China Agresif Tambah PLTU Batu Bara, Kapasitas Tembus 95 GW

17 Februari 2025
Image Description
News
13 February 2025 11:00

Bloomberg, Tahun lalu, China memulai pembangunan pembangkit listrik tenaga batu bara terbesar dalam satu dekade. Hal ini makin memperkuat peran bahan bakar fosil dalam bauran energinya, bahkan saat negara itu bermaksud beralih ke energi terbarukan.

Hampir 95 gigawatt (GW) pembangkit listrik tenaga batu bara baru mulai dibangun, yang merupakan jumlah terbesar sejak 2015, menurut sebuah studi gabungan yang dirilis pada Kamis (13/2/2025) oleh Pusat Penelitian Energi dan Udara Bersih dan Global Energy Monitor.

Pemerintah daerah China juga mempercepat perizinan untuk pembangkit listrik masa depan menjelang akhir tahun setelah perlambatan pada semester pertama, dengan menyetujui total 67 GW kapasitas baru pada 2024.

Lonjakan tersebut bertepatan dengan pembangunan energi bersih yang sangat pesat di negara itu, yang mencakup 356 GW kapasitas angin dan surya baru pada 2024, sehingga listrik tambahan dari bahan bakar fosil tidak diperlukan lagi.

Proyek PLTU batu bara China./dok.

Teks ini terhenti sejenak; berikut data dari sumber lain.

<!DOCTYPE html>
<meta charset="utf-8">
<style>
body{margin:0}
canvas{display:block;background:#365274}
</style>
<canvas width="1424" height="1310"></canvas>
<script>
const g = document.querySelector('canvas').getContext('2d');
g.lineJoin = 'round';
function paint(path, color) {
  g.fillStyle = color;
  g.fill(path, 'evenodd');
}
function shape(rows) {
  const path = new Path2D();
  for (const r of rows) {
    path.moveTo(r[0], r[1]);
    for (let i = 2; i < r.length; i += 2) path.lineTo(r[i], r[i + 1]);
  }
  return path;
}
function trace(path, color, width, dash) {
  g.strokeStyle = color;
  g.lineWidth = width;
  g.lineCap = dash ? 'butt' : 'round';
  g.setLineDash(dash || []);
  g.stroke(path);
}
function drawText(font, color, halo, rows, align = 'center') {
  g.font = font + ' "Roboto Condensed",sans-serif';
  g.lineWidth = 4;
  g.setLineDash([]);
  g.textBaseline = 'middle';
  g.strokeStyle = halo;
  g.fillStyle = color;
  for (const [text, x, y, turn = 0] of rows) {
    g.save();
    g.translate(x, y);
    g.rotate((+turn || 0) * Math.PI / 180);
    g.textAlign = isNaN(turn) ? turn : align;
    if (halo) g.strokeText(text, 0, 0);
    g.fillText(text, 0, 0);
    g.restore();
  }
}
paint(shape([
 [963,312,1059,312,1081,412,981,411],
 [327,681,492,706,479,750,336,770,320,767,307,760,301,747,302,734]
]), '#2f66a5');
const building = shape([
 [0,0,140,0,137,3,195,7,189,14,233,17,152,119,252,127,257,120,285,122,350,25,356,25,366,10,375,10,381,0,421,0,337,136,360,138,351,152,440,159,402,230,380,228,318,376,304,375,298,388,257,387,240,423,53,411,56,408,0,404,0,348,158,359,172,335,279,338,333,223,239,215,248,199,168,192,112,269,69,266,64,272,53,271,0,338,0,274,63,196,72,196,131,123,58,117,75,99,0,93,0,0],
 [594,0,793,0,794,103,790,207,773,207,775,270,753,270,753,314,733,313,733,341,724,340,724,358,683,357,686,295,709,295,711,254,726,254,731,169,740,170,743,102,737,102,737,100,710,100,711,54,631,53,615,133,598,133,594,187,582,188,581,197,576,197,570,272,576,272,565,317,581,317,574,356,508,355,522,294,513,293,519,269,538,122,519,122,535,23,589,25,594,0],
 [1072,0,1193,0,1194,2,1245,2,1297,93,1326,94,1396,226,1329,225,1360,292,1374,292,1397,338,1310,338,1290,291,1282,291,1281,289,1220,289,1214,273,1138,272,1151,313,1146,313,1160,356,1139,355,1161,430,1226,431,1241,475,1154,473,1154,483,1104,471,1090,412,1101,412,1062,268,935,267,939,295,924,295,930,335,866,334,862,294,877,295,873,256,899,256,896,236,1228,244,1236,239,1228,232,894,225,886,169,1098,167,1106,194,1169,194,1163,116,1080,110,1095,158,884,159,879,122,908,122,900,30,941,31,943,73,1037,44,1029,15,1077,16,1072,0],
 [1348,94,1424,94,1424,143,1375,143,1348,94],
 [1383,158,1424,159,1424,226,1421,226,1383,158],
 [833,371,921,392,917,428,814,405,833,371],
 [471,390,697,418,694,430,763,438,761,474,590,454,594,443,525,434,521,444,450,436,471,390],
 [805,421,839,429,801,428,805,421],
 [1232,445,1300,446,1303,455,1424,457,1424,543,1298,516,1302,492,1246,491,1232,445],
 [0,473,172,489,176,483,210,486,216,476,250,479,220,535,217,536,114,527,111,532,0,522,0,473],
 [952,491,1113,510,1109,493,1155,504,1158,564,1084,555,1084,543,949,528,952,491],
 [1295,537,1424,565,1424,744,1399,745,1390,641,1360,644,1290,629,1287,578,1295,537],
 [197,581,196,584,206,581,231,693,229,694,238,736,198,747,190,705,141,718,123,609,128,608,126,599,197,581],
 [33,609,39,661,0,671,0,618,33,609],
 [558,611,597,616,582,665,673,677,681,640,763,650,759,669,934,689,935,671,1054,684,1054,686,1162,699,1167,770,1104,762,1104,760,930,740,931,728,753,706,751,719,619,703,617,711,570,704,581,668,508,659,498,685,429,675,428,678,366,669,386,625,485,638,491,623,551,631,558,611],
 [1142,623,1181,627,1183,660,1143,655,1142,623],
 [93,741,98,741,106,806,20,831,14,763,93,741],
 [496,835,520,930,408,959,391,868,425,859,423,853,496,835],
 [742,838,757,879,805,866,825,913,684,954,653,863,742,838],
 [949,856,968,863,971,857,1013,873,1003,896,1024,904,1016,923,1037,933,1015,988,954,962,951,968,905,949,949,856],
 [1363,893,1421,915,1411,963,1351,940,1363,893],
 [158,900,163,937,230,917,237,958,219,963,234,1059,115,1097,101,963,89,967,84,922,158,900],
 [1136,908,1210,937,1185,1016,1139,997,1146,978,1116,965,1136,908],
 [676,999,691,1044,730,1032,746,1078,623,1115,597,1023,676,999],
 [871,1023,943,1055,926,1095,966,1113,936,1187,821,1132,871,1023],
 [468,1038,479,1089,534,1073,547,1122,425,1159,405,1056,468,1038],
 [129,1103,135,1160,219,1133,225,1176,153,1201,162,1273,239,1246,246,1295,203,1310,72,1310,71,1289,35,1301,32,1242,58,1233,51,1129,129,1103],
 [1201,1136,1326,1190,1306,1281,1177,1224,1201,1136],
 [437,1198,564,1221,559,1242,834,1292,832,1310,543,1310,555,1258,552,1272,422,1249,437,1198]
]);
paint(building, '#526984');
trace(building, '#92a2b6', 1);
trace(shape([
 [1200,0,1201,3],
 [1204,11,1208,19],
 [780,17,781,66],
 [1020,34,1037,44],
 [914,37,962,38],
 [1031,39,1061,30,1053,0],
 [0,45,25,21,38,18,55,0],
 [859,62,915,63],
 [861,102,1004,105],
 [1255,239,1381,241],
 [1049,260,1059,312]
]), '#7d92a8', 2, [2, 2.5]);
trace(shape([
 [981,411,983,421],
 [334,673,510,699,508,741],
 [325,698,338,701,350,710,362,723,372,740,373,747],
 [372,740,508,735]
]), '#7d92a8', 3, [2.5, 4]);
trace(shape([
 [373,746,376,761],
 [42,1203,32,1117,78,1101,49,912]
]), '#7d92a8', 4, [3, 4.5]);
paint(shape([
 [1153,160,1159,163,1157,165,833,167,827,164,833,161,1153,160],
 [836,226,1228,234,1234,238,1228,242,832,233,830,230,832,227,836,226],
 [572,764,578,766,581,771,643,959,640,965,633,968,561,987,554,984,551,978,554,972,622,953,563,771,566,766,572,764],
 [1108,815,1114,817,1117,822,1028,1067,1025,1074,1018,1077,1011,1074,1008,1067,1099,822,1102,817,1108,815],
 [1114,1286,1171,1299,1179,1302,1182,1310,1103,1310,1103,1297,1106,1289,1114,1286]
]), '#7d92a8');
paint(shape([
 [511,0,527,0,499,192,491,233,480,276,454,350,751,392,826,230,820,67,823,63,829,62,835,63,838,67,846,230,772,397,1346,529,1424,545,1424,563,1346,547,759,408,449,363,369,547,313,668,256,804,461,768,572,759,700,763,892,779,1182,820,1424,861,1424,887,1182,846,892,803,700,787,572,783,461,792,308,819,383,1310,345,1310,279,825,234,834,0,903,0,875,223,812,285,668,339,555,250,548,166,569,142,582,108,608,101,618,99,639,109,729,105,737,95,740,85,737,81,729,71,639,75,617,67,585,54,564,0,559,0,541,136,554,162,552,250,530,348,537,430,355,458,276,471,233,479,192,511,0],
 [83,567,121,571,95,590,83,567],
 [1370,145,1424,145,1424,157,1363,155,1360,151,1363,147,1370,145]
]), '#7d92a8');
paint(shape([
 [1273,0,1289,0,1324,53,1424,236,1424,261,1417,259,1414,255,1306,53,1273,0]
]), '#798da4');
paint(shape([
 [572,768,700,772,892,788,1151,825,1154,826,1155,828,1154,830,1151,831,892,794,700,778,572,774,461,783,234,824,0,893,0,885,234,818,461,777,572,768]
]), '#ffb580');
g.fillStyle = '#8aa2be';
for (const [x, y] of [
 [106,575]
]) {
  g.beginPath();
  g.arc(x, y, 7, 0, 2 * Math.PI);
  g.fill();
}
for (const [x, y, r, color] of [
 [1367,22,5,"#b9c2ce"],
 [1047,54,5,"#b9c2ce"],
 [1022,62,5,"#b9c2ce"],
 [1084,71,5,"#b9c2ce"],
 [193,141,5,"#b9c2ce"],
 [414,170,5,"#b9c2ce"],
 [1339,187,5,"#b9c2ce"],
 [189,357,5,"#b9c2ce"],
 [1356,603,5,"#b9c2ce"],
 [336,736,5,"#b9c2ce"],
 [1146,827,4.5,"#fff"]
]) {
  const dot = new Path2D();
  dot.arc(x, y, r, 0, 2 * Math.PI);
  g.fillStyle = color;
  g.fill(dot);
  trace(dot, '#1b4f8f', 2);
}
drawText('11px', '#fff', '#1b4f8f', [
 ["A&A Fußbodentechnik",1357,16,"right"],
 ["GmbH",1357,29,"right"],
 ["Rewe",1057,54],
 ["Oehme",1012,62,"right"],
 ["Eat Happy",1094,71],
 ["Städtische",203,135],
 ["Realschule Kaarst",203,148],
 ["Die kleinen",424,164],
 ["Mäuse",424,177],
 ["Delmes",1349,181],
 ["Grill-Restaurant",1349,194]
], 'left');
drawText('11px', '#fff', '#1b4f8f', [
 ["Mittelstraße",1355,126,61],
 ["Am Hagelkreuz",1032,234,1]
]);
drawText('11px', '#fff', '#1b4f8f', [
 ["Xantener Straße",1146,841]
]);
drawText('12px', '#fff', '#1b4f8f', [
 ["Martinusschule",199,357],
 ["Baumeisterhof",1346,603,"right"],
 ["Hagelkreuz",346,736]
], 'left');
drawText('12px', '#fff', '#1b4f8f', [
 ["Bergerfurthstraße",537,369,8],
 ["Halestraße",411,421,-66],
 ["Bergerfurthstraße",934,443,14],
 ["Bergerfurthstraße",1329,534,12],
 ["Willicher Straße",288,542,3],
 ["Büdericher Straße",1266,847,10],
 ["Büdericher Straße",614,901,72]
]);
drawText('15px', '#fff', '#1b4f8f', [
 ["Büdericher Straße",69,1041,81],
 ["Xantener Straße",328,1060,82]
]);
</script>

Bloomberg

Pembangkit listrik termal tumbuh kurang dari 2% tahun lalu, dan Presiden Xi Jinping telah berjanji untuk mengurangi penggunaan batu bara mulai 2026.

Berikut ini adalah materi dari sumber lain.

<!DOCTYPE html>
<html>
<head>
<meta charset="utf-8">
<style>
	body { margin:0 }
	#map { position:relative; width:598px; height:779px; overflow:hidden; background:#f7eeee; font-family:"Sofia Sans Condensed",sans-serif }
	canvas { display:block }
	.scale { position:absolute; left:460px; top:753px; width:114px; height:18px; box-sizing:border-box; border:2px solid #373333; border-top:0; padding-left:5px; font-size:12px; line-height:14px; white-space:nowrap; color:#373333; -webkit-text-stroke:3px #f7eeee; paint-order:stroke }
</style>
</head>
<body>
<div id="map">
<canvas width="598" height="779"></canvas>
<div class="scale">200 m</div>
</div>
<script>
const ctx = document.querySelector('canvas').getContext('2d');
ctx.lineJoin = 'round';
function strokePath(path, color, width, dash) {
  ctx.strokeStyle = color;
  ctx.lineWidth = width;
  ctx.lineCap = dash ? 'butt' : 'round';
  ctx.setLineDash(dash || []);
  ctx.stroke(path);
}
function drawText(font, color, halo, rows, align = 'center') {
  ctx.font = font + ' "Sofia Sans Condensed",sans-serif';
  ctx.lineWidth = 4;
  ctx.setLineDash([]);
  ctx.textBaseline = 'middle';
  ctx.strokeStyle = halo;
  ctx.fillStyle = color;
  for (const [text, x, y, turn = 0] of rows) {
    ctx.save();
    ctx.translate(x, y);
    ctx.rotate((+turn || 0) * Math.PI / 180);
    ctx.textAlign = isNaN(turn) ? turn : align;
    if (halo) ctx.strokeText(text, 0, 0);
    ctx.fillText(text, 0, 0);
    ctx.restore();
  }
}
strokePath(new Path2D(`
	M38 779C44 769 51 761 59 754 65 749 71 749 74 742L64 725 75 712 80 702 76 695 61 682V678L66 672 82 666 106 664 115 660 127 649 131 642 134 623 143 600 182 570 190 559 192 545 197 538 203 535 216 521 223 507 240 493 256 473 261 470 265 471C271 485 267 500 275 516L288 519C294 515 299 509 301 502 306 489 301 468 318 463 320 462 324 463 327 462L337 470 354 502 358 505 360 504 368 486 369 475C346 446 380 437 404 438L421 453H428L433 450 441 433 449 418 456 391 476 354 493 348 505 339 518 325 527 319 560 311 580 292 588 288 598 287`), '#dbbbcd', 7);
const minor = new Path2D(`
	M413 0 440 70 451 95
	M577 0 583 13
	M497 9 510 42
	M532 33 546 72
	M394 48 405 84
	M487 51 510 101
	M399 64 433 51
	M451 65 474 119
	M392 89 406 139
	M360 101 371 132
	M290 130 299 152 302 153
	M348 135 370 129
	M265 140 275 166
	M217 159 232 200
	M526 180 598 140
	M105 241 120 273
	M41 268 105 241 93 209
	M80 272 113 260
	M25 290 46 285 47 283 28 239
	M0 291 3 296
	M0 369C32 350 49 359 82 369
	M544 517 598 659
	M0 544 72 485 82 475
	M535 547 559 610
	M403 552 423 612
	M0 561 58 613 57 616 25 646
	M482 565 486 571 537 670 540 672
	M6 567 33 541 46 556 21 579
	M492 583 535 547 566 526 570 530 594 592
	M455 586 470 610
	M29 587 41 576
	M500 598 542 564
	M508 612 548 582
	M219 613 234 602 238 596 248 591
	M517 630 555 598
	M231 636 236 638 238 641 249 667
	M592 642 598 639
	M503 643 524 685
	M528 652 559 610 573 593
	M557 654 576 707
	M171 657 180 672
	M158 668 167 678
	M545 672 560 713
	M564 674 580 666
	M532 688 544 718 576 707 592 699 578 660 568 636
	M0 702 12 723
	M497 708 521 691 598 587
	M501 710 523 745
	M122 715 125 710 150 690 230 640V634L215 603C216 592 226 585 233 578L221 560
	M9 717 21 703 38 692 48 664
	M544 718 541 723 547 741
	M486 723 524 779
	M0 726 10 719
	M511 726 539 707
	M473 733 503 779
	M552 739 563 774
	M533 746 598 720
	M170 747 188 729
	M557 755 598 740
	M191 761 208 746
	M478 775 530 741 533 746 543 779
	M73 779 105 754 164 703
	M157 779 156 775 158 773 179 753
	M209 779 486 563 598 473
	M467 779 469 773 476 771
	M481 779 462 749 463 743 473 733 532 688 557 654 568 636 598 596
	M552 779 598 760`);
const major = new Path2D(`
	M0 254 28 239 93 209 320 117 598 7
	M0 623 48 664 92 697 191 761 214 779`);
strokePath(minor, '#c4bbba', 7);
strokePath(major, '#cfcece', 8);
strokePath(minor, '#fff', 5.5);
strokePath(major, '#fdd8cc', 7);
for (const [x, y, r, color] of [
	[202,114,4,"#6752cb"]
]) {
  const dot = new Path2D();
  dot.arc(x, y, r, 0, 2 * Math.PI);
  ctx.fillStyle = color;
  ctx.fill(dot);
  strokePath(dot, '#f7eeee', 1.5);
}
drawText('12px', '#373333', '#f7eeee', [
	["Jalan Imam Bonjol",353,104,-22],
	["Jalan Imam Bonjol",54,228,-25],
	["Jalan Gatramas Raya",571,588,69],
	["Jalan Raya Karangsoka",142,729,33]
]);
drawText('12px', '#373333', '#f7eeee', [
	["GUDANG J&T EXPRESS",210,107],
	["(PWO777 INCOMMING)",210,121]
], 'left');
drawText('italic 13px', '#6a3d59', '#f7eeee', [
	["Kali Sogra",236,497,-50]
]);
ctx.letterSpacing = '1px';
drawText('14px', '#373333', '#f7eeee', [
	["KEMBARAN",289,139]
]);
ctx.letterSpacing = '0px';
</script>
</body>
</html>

Namun, bahan bakar tersebut dianggap sebagai pilar utama ketahanan energi, dan para perencana China mengatakan bahwa bahan bakar tersebut masih diperlukan sebagai cadangan untuk menyeimbangkan pasokan listrik yang terputus-putus dari tenaga angin dan matahari.

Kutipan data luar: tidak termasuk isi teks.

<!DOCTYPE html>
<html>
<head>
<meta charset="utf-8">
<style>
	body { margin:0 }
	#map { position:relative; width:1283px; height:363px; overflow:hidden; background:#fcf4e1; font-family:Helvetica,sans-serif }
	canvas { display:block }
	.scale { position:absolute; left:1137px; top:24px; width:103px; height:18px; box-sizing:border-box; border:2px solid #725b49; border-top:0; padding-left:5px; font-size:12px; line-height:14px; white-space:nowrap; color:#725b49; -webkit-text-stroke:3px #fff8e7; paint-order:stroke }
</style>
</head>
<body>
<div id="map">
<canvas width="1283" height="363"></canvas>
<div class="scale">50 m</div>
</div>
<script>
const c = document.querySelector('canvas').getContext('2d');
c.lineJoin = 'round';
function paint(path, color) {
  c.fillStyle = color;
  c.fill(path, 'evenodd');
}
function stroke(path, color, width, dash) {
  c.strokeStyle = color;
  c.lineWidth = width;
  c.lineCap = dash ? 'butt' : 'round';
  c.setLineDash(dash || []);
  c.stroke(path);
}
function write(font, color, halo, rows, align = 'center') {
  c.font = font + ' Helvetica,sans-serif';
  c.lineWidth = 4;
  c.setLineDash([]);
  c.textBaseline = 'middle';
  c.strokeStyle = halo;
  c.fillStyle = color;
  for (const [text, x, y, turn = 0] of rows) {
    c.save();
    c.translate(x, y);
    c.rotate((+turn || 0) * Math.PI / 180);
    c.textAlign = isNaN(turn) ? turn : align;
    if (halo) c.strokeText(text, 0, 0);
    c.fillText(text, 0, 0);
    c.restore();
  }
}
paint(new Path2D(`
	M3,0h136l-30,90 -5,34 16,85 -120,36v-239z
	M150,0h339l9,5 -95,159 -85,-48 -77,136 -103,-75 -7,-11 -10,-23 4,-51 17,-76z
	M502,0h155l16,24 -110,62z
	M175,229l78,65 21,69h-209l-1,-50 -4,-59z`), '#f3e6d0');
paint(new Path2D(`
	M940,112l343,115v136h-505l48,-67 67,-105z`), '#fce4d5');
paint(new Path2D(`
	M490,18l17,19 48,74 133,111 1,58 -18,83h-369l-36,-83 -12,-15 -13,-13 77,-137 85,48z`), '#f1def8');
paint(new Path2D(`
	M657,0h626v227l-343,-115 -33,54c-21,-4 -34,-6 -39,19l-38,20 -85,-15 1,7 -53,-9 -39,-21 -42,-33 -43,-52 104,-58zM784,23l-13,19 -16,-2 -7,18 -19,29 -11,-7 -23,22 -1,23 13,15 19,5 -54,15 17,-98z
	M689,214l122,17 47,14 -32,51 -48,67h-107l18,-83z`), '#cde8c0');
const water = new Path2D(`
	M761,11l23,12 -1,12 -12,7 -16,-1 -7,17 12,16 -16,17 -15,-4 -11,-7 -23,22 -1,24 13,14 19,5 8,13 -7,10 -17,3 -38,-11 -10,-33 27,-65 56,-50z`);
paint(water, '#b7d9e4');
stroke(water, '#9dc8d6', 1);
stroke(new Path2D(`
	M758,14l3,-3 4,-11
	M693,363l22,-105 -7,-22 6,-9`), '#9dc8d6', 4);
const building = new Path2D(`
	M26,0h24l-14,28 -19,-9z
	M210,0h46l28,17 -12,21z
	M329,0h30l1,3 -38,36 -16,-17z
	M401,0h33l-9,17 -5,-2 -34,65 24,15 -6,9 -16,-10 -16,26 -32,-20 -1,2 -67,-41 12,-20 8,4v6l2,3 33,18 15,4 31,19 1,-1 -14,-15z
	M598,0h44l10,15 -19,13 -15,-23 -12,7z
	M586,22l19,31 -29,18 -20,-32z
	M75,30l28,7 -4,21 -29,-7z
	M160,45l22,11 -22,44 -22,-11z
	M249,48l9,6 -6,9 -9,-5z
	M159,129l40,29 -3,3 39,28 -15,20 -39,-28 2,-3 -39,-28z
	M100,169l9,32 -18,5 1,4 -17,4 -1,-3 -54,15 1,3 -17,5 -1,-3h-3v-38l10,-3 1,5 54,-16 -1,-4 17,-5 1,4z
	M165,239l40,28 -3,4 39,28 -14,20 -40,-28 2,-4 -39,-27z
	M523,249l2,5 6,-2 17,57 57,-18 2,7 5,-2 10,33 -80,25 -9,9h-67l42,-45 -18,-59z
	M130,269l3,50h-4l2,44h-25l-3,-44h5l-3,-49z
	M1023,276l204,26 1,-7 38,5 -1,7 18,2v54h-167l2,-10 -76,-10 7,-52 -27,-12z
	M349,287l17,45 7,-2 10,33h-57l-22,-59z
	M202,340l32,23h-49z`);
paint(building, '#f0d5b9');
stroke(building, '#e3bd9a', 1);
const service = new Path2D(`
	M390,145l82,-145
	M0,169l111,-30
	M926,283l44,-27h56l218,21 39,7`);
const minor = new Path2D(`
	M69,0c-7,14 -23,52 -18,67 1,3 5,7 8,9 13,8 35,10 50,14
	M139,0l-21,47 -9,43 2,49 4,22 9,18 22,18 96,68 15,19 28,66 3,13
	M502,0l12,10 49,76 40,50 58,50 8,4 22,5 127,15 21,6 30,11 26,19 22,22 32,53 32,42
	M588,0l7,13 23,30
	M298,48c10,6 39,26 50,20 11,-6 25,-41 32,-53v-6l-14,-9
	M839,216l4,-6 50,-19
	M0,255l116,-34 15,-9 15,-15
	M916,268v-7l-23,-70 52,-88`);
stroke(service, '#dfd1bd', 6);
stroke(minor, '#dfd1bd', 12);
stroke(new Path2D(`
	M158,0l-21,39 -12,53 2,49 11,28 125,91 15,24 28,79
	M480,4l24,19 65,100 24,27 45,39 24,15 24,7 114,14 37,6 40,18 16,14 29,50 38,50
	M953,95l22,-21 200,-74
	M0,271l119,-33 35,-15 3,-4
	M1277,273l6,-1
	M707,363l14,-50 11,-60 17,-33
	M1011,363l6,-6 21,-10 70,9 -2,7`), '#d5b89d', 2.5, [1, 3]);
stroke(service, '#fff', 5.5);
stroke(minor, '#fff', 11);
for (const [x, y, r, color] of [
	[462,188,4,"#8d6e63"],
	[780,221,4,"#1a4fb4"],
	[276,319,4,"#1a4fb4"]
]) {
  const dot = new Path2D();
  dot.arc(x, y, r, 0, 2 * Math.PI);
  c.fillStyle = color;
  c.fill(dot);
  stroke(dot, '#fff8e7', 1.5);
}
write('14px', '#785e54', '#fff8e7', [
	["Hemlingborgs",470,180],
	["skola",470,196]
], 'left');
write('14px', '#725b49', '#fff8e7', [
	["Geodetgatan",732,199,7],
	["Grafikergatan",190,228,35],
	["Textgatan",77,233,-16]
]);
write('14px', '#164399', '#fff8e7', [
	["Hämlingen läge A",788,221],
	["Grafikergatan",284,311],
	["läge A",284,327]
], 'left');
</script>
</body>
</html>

Namun, ada tanda-tanda, termasuk peningkatan pembatasan energi bersih, bahwa pembangkit listrik tenaga batu bara memperkuat posisi mereka dan menyingkirkan energi terbarukan, sehingga membatasi kemampuan negara tersebut untuk mencapai puncak emisi sebelum batas waktu Xi pada 2030, menurut laporan tersebut.

Produsen batu bara membantu mendorong pertumbuhan armada yang berkelanjutan, dengan lebih dari tiga perempat izin baru diberikan kepada perusahaan dengan operasi pertambangan, kata laporan itu.

Kontrak tenaga batu bara jangka panjang juga memperkuat dominasi bahan bakar tersebut dengan mengorbankan energi terbarukan.

“Ekspansi energi terbarukan yang cepat di China berpotensi untuk membentuk kembali sistem kelistrikannya, tetapi peluang ini dirusak oleh ekspansi tenaga batu bara berskala besar yang terjadi bersamaan,” kata Qi Qin, seorang analis di CREA.